2. Bayesian Probability

Given the circumstances...

To tackle this problem, we consider conditional probabilities. For example, the probability that the dishes are clean given the dishwasher is broken can be written as $$ \mathbb{P}(\text{ Dishes clean } | \text{ Dishwasher broken })\ [ = 0] $$

The power of conditional probabilities become clear when we incorporate Bayes' theorem: $$ \mathbb{P}(X | Y) = \frac{\mathbb{P}(Y | X) \mathbb{P}(X)}{\mathbb{P}(Y)} $$ With some brief definitions:

In many applications of Bayes' theorem, we'll see that the denominator \(\mathbb{P}(Y)\) doesn't actually need to be computed. We can just succintly write $$ \mathbb{P}(X | Y) \propto \mathbb{P}(Y | X) \cdot \mathbb{P}(X) $$ And using the fact that probability distributions must sum to one, compute \(\mathbb{P}(X | Y)\) by taking all values of \(\mathbb{P}(Y | X) \cdot \mathbb{P}(X)\) and normalizing them to sum to \(1\).

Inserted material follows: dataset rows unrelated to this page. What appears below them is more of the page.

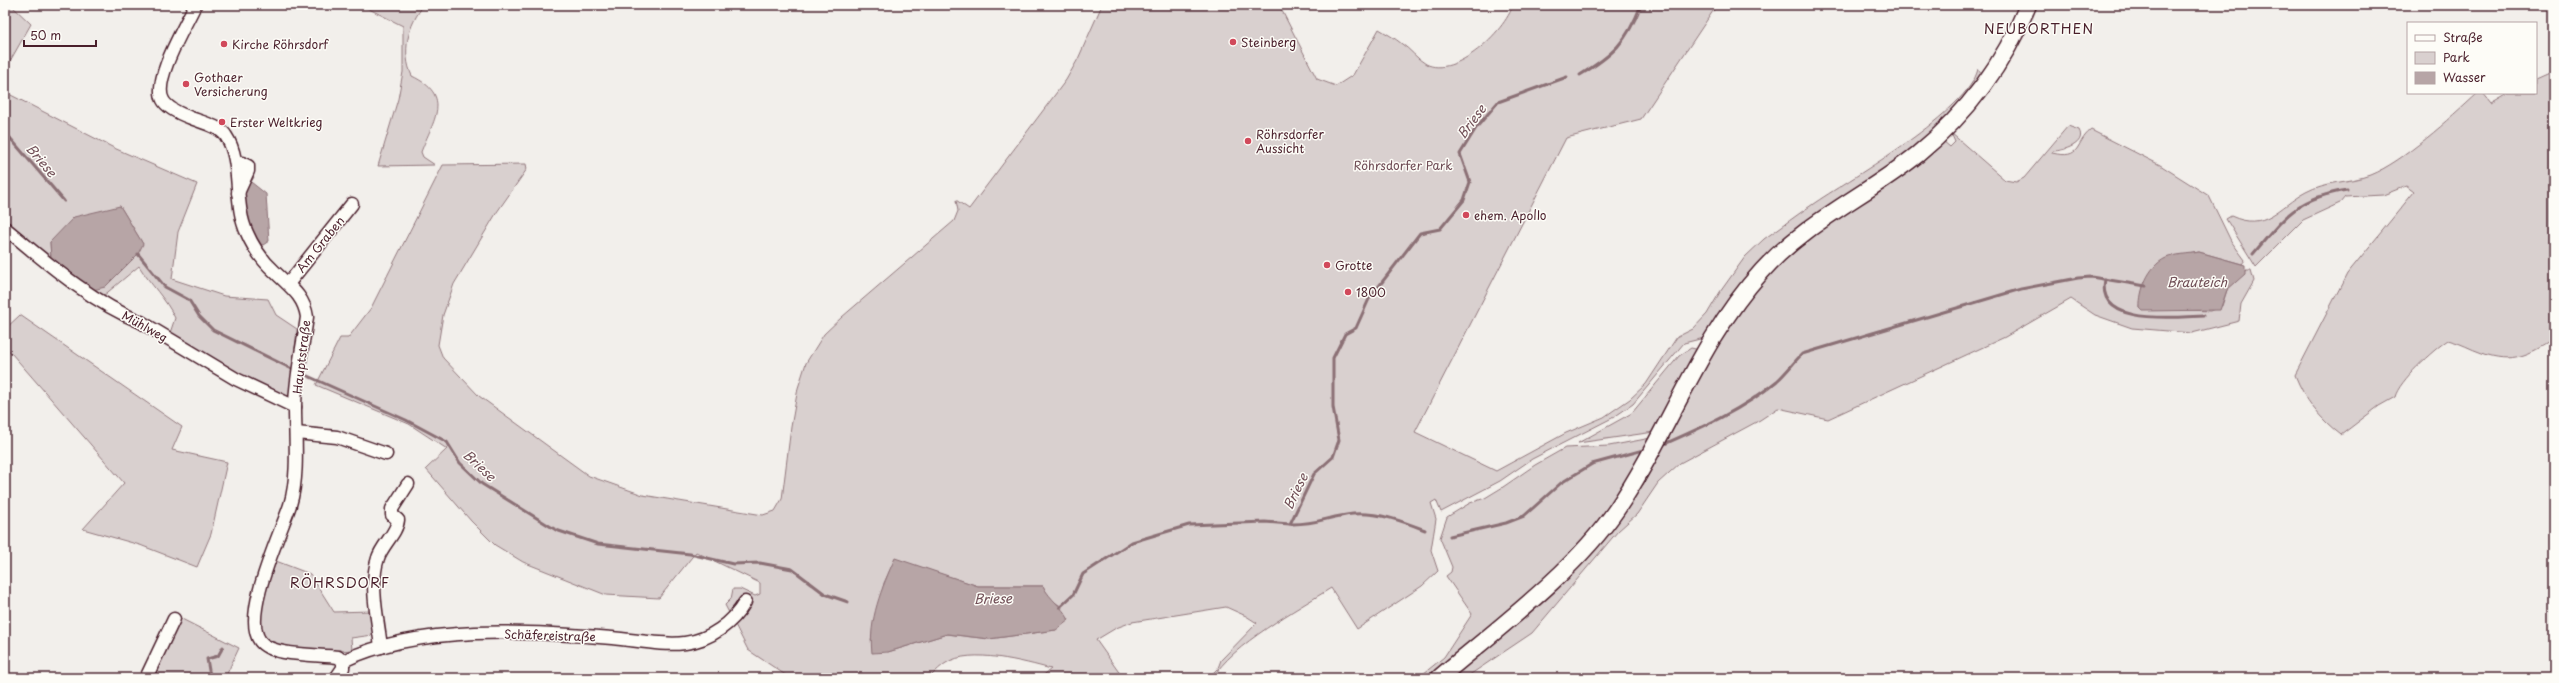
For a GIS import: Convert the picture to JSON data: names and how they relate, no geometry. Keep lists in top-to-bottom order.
{
  "streets": {
    "street": [
      "Am Graben",
      "Mühlweg",
      "Hauptstraße",
      "Schäfereistraße"
    ]
  },
  "crossings": [
    ["Am Graben", "Hauptstraße"],
    ["Mühlweg", "Hauptstraße"],
    ["Hauptstraße", "Schäfereistraße"]
  ],
  "districts": ["NEUBORTHEN", "RÖHRSDORF"],
  "water": ["Briese", "Brauteich"],
  "parks": ["Röhrsdorfer Park"],
  "places": [
    "Steinberg",
    "Kirche Röhrsdorf",
    "Gothaer Versicherung",
    "Erster Weltkrieg",
    "Röhrsdorfer Aussicht",
    "ehem. Apollo",
    "Grotte",
    "1800"
  ],
  "legend": ["Straße", "Park", "Wasser"],
  "scale_bar": "50 m"
}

Let's take a quick pause and consider what's going on at a high level. We start with some idea of a random event \(X\) represented by \(\mathbb{P}(X)\), our prior. This could be some preconceived notion we have based on our own experiences, or can be completely uniformly random if we have no intuition. Then, by observing event \(Y\), we update our prior \(\mathbb{P}(X)\) into a posterior \(\mathbb{P}(X|Y)\) using the above equation. Intuitively, we're refining our beliefs of \(X\) in light of new evidence: \(\mathbb{P}(X) \mapsto \mathbb{P}(X|Y)\).

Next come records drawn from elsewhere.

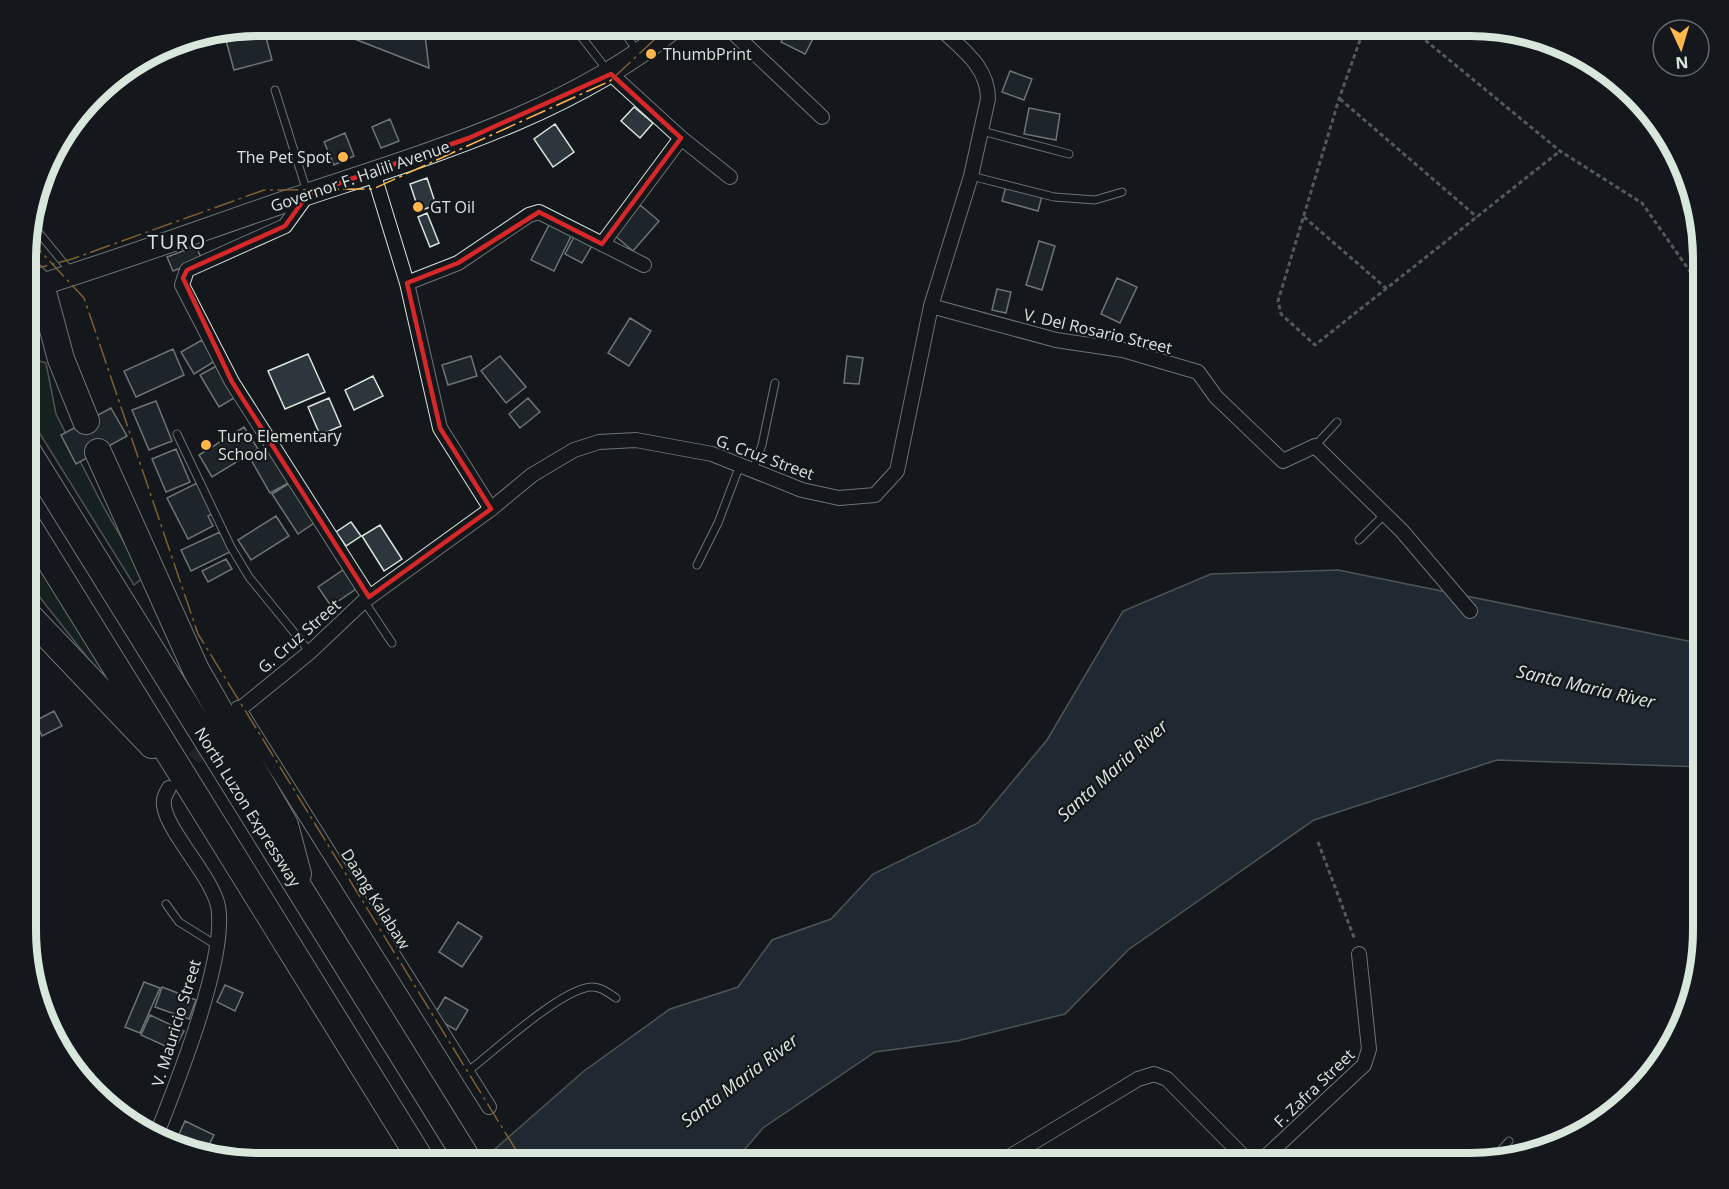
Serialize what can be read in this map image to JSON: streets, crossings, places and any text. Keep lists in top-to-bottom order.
{
  "streets": {
    "highway": ["North Luzon Expressway"],
    "main road": ["Governor F. Halili Avenue"],
    "street": [
      "V. Del Rosario Street",
      "G. Cruz Street",
      "Daang Kalabaw",
      "V. Mauricio Street",
      "F. Zafra Street"
    ]
  },
  "crossings": [
    ["V. Del Rosario Street", "G. Cruz Street"],
    ["G. Cruz Street", "Daang Kalabaw"]
  ],
  "districts": ["TURO"],
  "water": ["Santa Maria River"],
  "places": [
    "ThumbPrint",
    "The Pet Spot",
    "GT Oil",
    "Turo Elementary School"
  ],
  "north": "bottom"
}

This allows us to ask "what is the probability that the deck size is \(N\) given that we've seen some repetition and some new cards?"

Suppose we drew three cards on round 1 and saw cards A, B, and C

A

B

C

Then on round 2, we drew three more cards and saw A, B, and D

A

B

D

From these two rounds, we observed that we got two cards in common (A and B) and one card different (D). The probability of this happening given there are \(N\) cards in total is $$ \mathbb{P}( \text{Observation} | \text{$N$ total cards}) = \frac{N - 3}{N \choose 3} $$ There are \(N \choose 3\) ways of picking three cards, and out of all these ways of picking three cards, only \(N-3\) of them give us two same cards as round 1 and one different card.

Now, we use Bayes' theorem to calculate the probability of there being \(N\) cards. $$ \begin{align} &\mathbb{P}(\text{$N$ total cards} | \text{Observation}) \\ =& \frac{\mathbb{P}( \text{Observation} | \text{$N$ total cards}) \mathbb{P}(\text{$N$ total cards})}{\mathbb{P}(\text{Observations})} \\ =& \frac{N - 3}{N \choose 3} \cdot \frac{ \mathbb{P}(\text{$N$ total cards})}{\mathbb{P}(\text{Observations})} \end{align} $$

Which after removing the denominator (as it is a constant), we can say $$ \mathbb{P}(\text{$N$ total cards} | \text{Observation}) \propto \frac{N - 3}{N \choose 3} \cdot \mathbb{P}(\text{$N$ total cards}) $$

Now, what should we pick for the prior? Well in the above game, the deck size is picked randomly between \(6\) and \(20\). For Heads Up, I'd imagine there are around \(100\) cards per deck. For now, let's pick our prior to be a uniform distribution between \(6\) and \(20\) (inclusive), which means $$ \mathbb{P}(\text{$N$ total cards}) = \frac{1}{15} $$ It doesn't really matter what the actual probability is though because as long as we assume a uniform distribution, we can say $$ \mathbb{P}(\text{$N$ total cards} | \text{Observation}) \propto \frac{N - 3}{N \choose 3} $$

Now, we can continue the example and normalize the probabilities to get an actual distribution. However, we can stop here because we really just care about what's the most likely value for \(N\), which we get by maximizing the expression it's proportional to. In the case of the example, this is achieved when \(N = 4\), so we can "guess" that there are four cards in the deck.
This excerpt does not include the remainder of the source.